If you’re a search engine junkie like me, you’ve probably heard about Blekko, a search engine that has been percolating for over two years and recently launched a private beta. If not, I encourage you to watch the TechCrunch video I’ve embedded above. You can join the beta by following them on Twitter. I did that earlier this week, and my invitation arrived via a direct message the next day.
Blekko’s main differentiating feature is that it supports “slashtags”. These aren’t the same as the Twitter microsyntax proposed by Chris Messina and named by Chris Blow. Rather, they are a way for users to “spin” their search results using a variety of filters. For example, [climate /liberal] and [climate /conservative] return very different results, because they are restricted to different sets of sites.

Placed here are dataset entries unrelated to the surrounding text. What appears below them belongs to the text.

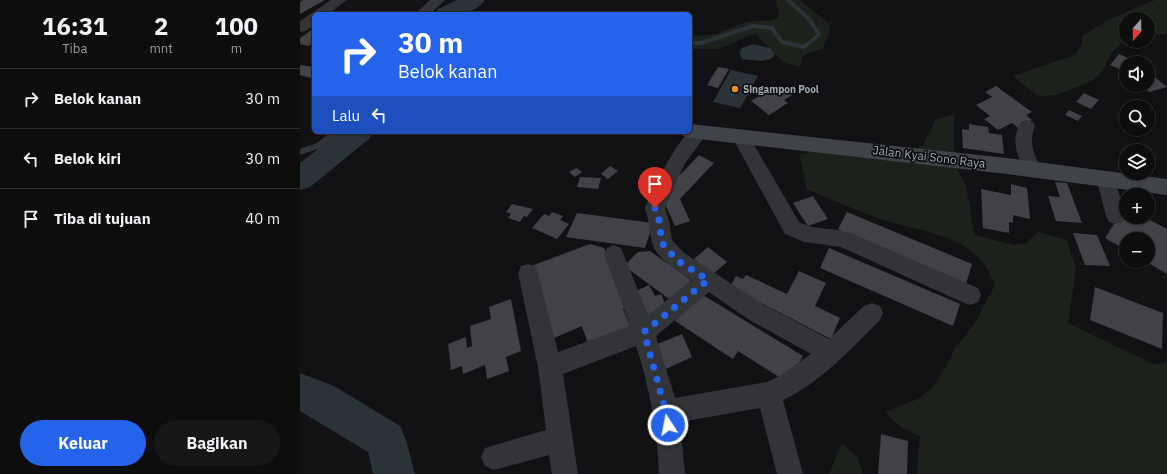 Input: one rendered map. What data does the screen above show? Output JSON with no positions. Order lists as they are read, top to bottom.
{
  "streets": {
    "street": ["Jalan Kyai Sono Raya"]
  },
  "places": ["Singampon Pool"],
  "north": "bottom",
  "page": {
    "eta": [
      "16:31",
      "Tiba",
      "2",
      "mnt",
      "100",
      "m"
    ],
    "map_buttons": ["+", "−"],
    "turn": ["30 m", "Belok kanan"],
    "list": [
      {
        "name": "Belok kanan",
        "value": "30 m"
      },
      {
        "name": "Belok kiri",
        "value": "30 m"
      },
      {
        "name": "Tiba di tujuan",
        "value": "40 m"
      }
    ],
    "then": "Lalu",
    "buttons": ["Keluar", "Bagikan"]
  }
}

In addition to providing a set of curated slashtags, Blekko allows users to define their own slashtags by specifying the sets of sites to be included. There’s a social aspect here too: you can use (and follow) other users’ slashtags. Blekko also has some special slashtags that don’t act as site filters, e.g., /date shows recent results and /seo offers indexing information about web sites.
Blekko emphasizes two characteristics that I find very appealing: transparency and user control. While they do not disclose their relevance ranking algorithm, they do expose some of the information they use to compute it. More significantly, their emphasis on slashtags de-emphasizes default ranking, but rather encourages users to take more responsibility in the information seeking process. Very HCIR!
I like the concept. But I’m not sure how I feel about the execution. I have three main concerns.
First, the set of slashtags is somewhat haphazard–to be expected in a beta, but I’m not sure how it will evolve. I’d love to see a vocabulary collectively (and transparently) curated like Wikipedia, but I fear it will look more like social tagging site Delicious, which is a case study in the “vocabulary problem“. As any information scientist can tell you, managing vocabularies is hard!
Second, I’m not sure if site filters are the right model. What happens to sites with heterogeneous content? Or to sites that have one-hit wonders and therefore are unlikely to show up in any slashtags? I’d prefer to see the sites used as seeds to train classifiers that could then be applied to the entire index. Something a bit more like what Miles Efron implemented in this research–only on a much larger scale and applied at a page rather than site level.
Third, I think there’s a third ingredient that is essential to complement transparency and user control: guidance. As a user, I need to know what slashtags would lead me to interesting results, and ideally I’d want some kind of preview to make exploration as low-cost as possible.
I know I’m asking for a lot–especially from an ambitious startup that has just launched its private beta. But I think the stakes are high in this space, and going easy on a newcomer is no favor. I offer the tough love of a critic who would really like to see this kind of vision succeed.